Thoughts

Look where you want to go, not at your feet!

From my relationship with snowboarding, my bottom has learned the most: how awful it is to fall from above, how hard it is to get up after its owner ate nonchalantly like it was the end of the earth, and how fast it can bruise.

The first time I was like a kamikaze. I threw myself on the slope alone with the board. I’d seen three tutorials on Youtube. What can be so hard? It wasn’t. At least for me. For my ass, though…

I’d carried it up the hill for half an hour, slip for two minutes, fall five times. So I wanted in the ski lift. Let me go up to the top of the slope! Let me have what all the other children have! Except they didn’t have a chairlift. They only had a T-bar lift, similar to a poma/button/drag lift.

Those people asked me if I had ever been on a T-bar lift. I told them no. They said it’s not recommended. I insisted. They said they would help me. That I have to tuck the bar in between my legs. That’s what I’m good at! That if I have a fellow skier, it’s even better. I did.

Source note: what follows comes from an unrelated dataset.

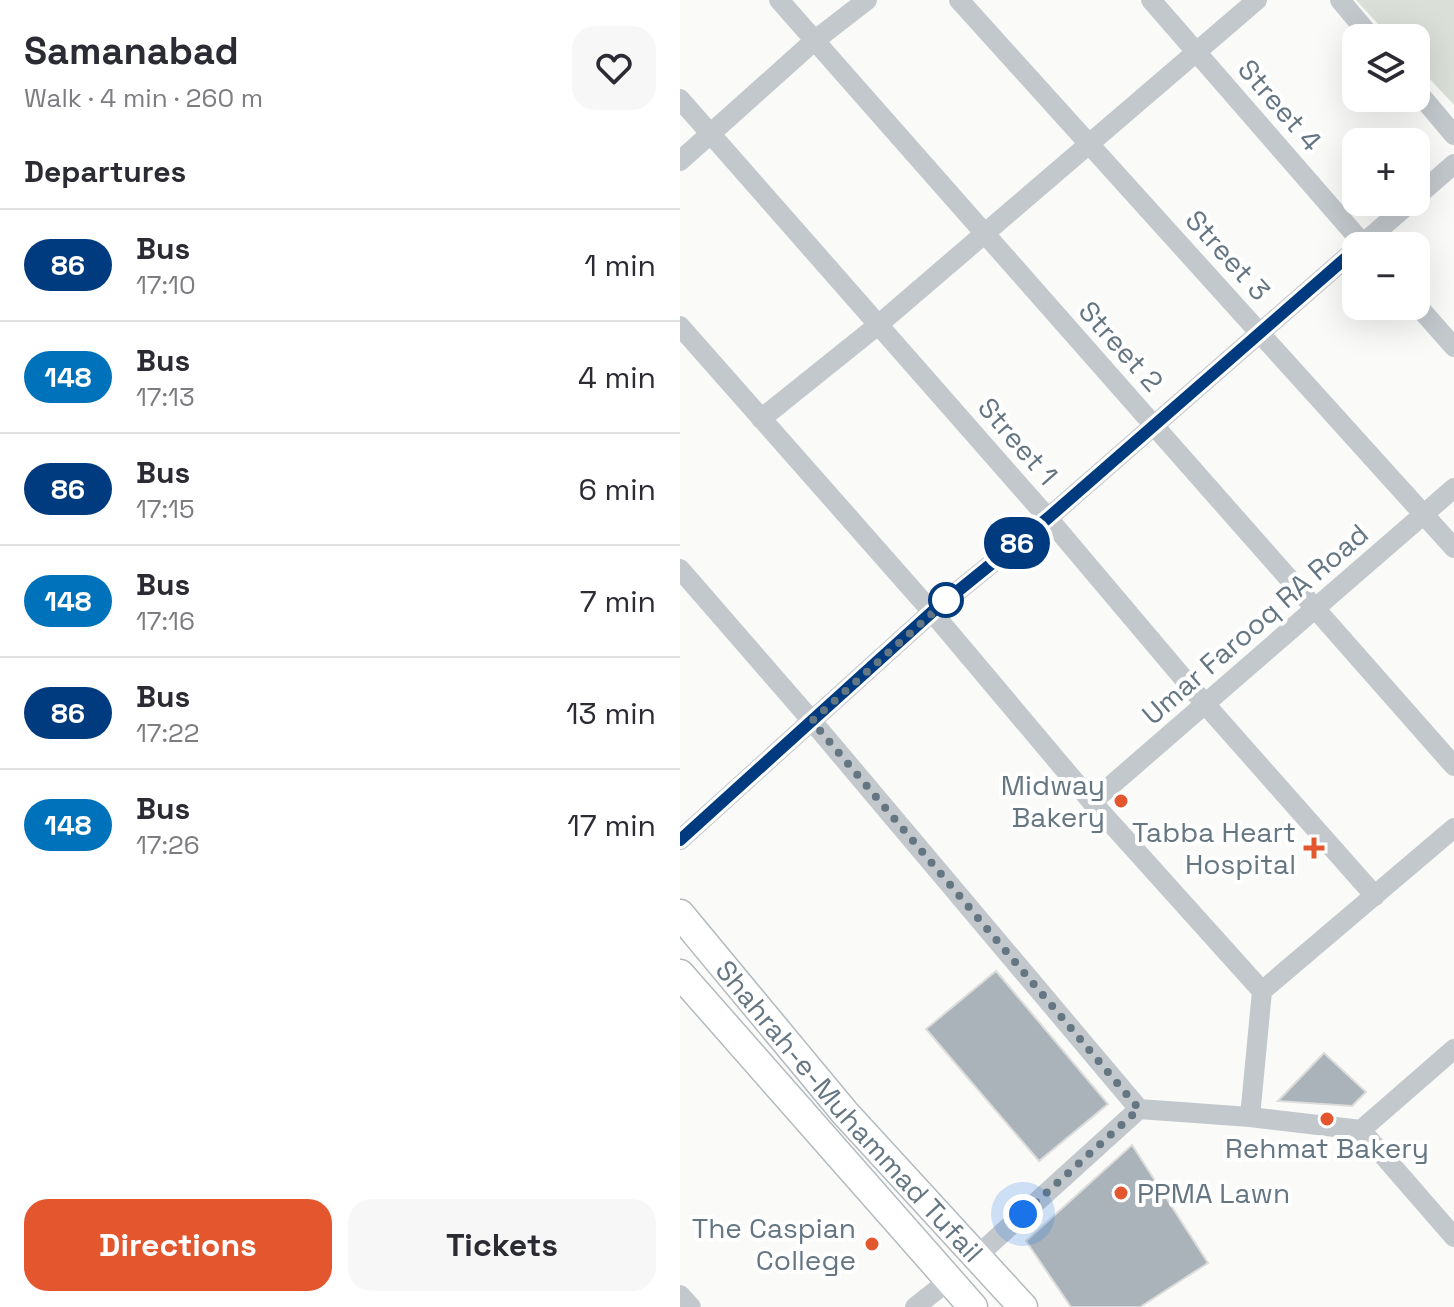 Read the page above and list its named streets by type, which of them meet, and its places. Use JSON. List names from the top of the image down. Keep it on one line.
{"streets":{"main road":["Shahrah-e-Muhammad Tufail"],"street":["Street 4","Street 3","Street 2","Street 1","Umar Farooq RA Road"]},"crossings":[["Street 3","Umar Farooq RA Road"],["Street 2","Umar Farooq RA Road"],["Street 1","Umar Farooq RA Road"]],"places":{"other":["Midway Bakery","Rehmat Bakery","PPMA Lawn","The Caspian College"],"health":["Tabba Heart Hospital"]},"lines":["bus line 86"],"page":{"heading":[["Samanabad","Walk · 4 min · 260 m"],"Departures"],"on_map":"86","map_buttons":["+","−"],"list":[{"mark":"86","name":"Bus","note":"17:10","value":"1 min"},{"mark":"148","name":"Bus","note":"17:13","value":"4 min"},{"mark":"86","name":"Bus","note":"17:15","value":"6 min"},{"mark":"148","name":"Bus","note":"17:16","value":"7 min"},{"mark":"86","name":"Bus","note":"17:22","value":"13 min"},{"mark":"148","name":"Bus","note":"17:26","value":"17 min"}],"buttons":["Directions","Tickets"]}}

We sat down nicely to take our turn. It arrived. We fell spectacularly. Both of us. Under the panicked eyes of those handling the lift.

When that cable stretched and pulled me, I didn’t even know what had happened to me. A second later, we were both down with our legs up. Actually, my legs were on the side cause they were stuck in the snowboard. I was dragged from under the installation like a pie from the oven because I couldn’t stop laughing. But my ass did not agree.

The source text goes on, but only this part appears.